Wednesday, 14 January 2026

Neither This World nor the Next: On Inner Freedom and Conscious Awareness

 

ترے آزاد بندوں کی نہ یہ دنیا نہ وہ دنیا
یہاں مرنے کی پابندی وہاں جینے کی پابندی


“Your free souls belong to neither this world nor the next;
Here they are bound by the condition of dying,
There they are bound by the condition of living.”

Iqbal is not speaking about political or social freedom, but inner and spiritual freedom.

  • The “free souls” are those who have broken free from fear, greed, blind tradition, and dependency.

  • In this world, such people cannot live comfortably, because truth, awareness, and integrity often demand sacrifice — it feels like living while dying.

  • In the hereafter, they are not motivated by reward or fear of punishment. Even paradise does not define them; therefore, mere “living” there feels like another limitation.

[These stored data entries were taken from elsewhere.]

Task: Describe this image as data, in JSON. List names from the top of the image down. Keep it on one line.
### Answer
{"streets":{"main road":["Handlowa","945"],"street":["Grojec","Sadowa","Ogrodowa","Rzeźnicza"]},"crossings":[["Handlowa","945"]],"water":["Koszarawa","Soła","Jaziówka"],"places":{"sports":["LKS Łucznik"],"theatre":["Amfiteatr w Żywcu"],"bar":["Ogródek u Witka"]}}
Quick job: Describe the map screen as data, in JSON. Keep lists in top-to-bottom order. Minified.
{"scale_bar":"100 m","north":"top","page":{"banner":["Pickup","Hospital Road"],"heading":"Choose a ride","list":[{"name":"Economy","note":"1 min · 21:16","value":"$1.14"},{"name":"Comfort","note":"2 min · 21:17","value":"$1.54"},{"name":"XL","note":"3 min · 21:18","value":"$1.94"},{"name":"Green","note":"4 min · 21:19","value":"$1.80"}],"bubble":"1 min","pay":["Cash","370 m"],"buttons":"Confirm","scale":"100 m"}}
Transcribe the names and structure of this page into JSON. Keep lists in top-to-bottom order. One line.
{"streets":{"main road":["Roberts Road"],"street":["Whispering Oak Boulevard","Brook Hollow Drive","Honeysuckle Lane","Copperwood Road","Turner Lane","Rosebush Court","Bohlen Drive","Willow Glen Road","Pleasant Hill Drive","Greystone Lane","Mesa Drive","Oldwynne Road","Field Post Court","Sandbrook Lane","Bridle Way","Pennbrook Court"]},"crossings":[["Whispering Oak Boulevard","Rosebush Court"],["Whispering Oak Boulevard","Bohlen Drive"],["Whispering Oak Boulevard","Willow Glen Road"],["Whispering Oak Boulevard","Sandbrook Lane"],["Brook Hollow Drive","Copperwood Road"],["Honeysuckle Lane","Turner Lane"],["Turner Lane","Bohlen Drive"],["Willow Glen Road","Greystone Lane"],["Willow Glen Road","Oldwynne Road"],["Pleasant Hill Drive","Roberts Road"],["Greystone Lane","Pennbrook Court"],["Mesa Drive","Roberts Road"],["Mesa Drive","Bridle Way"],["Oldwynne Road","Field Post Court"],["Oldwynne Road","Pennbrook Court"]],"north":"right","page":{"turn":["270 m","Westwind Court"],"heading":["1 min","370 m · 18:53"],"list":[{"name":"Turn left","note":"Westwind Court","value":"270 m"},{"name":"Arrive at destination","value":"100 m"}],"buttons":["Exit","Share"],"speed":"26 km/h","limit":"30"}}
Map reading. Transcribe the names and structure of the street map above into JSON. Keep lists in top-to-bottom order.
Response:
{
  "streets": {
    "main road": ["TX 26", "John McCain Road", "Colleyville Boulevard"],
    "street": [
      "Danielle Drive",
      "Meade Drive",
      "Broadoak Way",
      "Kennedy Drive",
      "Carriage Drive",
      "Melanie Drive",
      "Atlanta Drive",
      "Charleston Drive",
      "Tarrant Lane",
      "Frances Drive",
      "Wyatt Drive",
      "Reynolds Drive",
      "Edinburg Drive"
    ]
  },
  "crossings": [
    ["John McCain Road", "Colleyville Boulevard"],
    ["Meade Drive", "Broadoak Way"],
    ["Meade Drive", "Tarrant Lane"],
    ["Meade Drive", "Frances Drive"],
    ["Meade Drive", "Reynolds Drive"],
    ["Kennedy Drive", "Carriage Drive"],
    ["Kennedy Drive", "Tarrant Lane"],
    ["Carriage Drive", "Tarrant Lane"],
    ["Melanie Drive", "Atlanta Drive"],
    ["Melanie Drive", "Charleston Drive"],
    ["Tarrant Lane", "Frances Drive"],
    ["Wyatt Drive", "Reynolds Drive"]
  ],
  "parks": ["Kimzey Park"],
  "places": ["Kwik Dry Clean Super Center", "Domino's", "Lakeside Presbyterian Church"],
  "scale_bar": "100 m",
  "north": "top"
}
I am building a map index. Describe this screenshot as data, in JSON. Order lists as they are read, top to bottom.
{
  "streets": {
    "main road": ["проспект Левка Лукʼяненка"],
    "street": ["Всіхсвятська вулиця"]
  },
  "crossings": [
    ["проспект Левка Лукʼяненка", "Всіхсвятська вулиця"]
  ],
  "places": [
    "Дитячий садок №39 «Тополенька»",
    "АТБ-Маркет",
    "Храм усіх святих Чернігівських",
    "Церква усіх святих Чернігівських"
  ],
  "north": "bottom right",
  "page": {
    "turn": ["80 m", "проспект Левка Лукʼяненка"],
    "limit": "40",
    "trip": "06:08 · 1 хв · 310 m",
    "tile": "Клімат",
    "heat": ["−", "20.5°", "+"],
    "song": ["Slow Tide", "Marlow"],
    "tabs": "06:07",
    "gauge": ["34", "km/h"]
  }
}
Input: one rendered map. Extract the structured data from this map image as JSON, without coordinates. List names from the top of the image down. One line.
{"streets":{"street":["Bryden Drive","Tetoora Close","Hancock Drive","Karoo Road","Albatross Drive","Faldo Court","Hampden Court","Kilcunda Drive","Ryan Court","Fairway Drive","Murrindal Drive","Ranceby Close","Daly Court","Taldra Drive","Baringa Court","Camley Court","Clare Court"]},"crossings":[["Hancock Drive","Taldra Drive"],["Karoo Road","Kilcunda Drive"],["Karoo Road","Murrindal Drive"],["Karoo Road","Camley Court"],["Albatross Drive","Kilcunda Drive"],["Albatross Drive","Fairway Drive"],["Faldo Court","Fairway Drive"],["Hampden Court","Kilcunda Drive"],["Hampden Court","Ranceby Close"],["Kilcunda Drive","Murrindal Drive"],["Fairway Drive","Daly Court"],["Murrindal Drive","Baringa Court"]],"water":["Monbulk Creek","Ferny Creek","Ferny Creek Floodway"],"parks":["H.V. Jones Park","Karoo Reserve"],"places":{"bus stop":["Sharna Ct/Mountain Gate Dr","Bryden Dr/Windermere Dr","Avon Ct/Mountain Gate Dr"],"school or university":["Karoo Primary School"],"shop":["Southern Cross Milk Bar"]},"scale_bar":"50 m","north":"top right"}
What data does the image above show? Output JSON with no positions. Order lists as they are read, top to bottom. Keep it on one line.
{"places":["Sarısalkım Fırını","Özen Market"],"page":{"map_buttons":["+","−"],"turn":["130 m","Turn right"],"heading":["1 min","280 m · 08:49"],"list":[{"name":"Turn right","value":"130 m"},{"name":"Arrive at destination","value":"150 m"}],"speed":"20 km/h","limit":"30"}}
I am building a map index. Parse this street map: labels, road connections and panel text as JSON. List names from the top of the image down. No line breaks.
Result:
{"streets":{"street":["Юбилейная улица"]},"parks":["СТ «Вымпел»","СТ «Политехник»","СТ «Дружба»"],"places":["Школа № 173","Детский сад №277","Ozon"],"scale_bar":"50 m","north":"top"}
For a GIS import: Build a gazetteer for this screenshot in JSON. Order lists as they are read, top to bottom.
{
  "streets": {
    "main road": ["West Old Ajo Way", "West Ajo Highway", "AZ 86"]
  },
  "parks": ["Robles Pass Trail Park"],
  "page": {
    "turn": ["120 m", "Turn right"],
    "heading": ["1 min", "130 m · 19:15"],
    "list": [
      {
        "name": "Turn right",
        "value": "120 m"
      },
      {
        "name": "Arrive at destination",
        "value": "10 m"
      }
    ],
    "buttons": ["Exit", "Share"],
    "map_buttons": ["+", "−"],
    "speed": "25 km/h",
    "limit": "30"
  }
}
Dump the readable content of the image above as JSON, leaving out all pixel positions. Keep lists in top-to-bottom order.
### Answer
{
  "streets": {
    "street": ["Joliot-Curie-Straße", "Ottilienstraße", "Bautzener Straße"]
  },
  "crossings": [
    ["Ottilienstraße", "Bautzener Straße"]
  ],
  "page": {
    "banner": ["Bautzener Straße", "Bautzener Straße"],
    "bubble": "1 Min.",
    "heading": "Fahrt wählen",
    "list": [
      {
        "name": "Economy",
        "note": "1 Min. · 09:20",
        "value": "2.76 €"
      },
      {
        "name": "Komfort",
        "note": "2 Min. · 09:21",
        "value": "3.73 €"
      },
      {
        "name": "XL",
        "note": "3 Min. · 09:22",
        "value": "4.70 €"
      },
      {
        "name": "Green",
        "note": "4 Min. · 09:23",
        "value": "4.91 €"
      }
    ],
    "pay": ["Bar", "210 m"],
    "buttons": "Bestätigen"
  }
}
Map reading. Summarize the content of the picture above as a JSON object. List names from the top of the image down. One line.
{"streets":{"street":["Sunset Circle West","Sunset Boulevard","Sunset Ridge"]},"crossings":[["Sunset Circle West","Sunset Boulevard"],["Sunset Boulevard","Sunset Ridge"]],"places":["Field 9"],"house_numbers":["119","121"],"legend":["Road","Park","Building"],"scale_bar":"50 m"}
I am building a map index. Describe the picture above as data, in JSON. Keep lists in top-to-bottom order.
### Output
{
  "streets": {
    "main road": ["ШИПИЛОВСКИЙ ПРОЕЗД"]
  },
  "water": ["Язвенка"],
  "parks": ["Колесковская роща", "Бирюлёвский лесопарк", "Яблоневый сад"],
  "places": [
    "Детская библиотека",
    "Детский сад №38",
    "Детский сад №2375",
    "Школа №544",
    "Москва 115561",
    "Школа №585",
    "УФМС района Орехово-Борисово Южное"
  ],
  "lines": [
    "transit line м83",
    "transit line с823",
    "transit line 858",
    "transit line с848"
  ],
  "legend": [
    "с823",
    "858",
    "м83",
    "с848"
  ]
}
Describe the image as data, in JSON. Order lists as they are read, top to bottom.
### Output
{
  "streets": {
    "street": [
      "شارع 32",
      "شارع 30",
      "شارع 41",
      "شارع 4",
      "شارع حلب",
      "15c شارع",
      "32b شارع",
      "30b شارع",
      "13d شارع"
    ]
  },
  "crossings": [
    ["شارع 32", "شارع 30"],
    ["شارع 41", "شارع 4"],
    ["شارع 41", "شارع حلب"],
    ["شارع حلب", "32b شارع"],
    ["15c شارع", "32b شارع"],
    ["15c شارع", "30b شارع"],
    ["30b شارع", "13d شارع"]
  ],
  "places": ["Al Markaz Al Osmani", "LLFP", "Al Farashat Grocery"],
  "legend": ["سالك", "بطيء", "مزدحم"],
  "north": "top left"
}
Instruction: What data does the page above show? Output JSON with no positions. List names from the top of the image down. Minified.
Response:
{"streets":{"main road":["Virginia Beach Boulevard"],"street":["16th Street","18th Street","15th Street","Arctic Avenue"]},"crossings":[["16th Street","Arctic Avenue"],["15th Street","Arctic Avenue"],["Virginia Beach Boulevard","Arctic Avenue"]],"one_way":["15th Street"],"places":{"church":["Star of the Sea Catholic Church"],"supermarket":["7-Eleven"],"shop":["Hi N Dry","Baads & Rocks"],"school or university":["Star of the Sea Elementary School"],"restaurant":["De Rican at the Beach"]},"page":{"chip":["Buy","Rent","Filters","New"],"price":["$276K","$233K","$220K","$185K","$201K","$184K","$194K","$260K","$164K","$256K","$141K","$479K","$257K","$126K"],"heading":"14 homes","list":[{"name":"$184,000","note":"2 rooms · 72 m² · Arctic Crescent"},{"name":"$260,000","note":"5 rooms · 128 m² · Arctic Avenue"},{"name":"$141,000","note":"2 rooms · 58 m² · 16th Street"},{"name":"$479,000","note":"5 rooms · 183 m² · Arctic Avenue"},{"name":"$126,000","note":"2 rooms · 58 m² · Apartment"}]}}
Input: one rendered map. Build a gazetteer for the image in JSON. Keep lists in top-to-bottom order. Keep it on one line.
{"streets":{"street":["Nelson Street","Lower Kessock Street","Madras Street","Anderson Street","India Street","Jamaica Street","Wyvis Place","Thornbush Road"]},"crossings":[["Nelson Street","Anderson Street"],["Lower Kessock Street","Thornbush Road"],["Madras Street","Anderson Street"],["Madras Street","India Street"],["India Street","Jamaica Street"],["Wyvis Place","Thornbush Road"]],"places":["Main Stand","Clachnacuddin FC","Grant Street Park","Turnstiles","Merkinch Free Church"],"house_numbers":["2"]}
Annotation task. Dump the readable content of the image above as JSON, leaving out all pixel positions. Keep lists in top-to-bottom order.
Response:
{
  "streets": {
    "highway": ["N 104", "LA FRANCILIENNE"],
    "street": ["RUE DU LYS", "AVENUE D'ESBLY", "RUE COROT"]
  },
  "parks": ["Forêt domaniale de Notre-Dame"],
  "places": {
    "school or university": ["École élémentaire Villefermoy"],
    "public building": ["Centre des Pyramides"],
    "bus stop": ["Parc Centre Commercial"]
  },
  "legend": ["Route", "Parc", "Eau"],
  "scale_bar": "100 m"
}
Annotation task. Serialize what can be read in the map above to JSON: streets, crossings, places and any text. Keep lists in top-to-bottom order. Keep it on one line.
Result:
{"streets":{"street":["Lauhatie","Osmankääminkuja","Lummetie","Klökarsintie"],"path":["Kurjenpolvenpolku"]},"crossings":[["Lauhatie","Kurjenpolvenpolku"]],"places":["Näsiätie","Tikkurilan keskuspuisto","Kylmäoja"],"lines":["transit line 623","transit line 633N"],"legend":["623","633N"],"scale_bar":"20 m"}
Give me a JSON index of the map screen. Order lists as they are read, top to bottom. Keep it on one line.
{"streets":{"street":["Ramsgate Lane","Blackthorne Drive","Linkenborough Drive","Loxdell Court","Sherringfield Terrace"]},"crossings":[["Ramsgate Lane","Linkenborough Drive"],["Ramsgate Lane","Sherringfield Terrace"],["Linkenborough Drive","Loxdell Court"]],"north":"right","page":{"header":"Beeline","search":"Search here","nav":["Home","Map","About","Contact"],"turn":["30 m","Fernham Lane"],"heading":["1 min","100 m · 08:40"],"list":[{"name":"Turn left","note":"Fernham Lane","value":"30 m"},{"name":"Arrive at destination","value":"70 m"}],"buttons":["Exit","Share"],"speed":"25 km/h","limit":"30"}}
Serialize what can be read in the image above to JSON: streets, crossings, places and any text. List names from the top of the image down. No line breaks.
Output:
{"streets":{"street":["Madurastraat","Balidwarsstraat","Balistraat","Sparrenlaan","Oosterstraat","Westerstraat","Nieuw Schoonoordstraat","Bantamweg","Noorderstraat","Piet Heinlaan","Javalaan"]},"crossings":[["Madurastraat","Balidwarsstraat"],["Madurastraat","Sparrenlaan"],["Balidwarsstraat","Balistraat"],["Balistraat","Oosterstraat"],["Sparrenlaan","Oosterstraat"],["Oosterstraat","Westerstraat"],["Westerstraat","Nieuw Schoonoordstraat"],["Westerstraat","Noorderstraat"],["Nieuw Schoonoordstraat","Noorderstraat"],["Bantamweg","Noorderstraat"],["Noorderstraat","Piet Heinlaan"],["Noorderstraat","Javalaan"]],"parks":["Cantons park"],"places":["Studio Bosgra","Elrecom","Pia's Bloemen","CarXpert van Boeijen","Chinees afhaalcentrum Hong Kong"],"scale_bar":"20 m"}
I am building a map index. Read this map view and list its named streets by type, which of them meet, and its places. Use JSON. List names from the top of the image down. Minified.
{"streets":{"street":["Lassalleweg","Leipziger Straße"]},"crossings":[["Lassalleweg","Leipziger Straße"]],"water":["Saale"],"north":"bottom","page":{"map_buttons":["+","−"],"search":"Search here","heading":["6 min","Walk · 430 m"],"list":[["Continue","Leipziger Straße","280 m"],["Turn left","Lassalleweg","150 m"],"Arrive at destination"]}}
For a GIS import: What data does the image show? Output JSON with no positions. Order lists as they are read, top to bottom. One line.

Allama Muhammad Iqbal writes of a rare human condition when he speaks of “free souls” who belong to neither this world nor the next. This is not a rejection of life, faith, or responsibility; rather, it is a description of what happens when awareness matures beyond fear, desire, and borrowed meanings. Such a state is unsettling because it removes the comfort of automatic belonging. Yet it is also deeply honest.

In ordinary life, most human behavior is governed by conditioning. Thought arises, and we obey it. Desire appears, and we pursue it. Fear whispers, and we retreat. Neuroscience describes this as patterned neural activity—loops formed through repetition, memory, and survival instinct. The mind functions efficiently, but not freely. Life is lived largely on autopilot.

At some point, however, a subtle shift can occur. Without deliberate effort, the authority of thought weakens. Thoughts still arise, but they are seen rather than followed. Emotion still moves, but it no longer defines identity. This is the pause—the quiet interval in which awareness observes the mind instead of being ruled by it. Nothing dramatic announces this change. There is no clear beginning. Only the realization that something essential has altered.

This is the state Iqbal alludes to. A person who sees clearly cannot fully belong to the world of ambition, status, and endless striving. Such a world demands participation through attachment, but awareness dissolves blind attachment. One continues to work, fulfill duties, and engage with life, yet inwardly there is a distance—a dying of old compulsions. This is the “bondage of dying” in the world: the slow death of illusion while still living among it.

Yet even the promise of the hereafter does not entirely contain such a person. When faith matures from fear-based belief into direct understanding, reward and punishment lose their central power. Paradise is no longer a motivation; hell is no longer a threat. What remains is truth, responsibility, and presence. This is the “bondage of living” in the next world: existence itself feels secondary to awareness.

Iqbal’s concept of khudi—the realized self—is often misunderstood as ego or power. In truth, it is the opposite. It is the self that no longer needs validation, continuity, or narrative. It stands upright not because it expects reward, but because clarity demands integrity. Such a self is free, yet that freedom carries weight. Without illusions, one must live consciously.

This condition is sometimes mistaken for dissatisfaction, burnout, or withdrawal from society. In reality, it is a form of existential maturity. The individual does not escape life; life begins to move through them without resistance. Work continues. Relationships continue. Responsibilities remain. But the inner compulsion has softened. Action arises from understanding rather than anxiety.

In this sense, the free soul belongs neither here nor there—not because it rejects existence, but because it is no longer confined by psychological constructs of meaning. It lives in awareness itself. Iqbal’s verse is not a lament; it is a precise observation of what happens when a human being awakens to consciousness beyond conditioning.

Such freedom is rare, quiet, and often lonely. But it is also truthful. And perhaps, in an infinite universe where no knowledge is final, this honesty is the highest form of faith.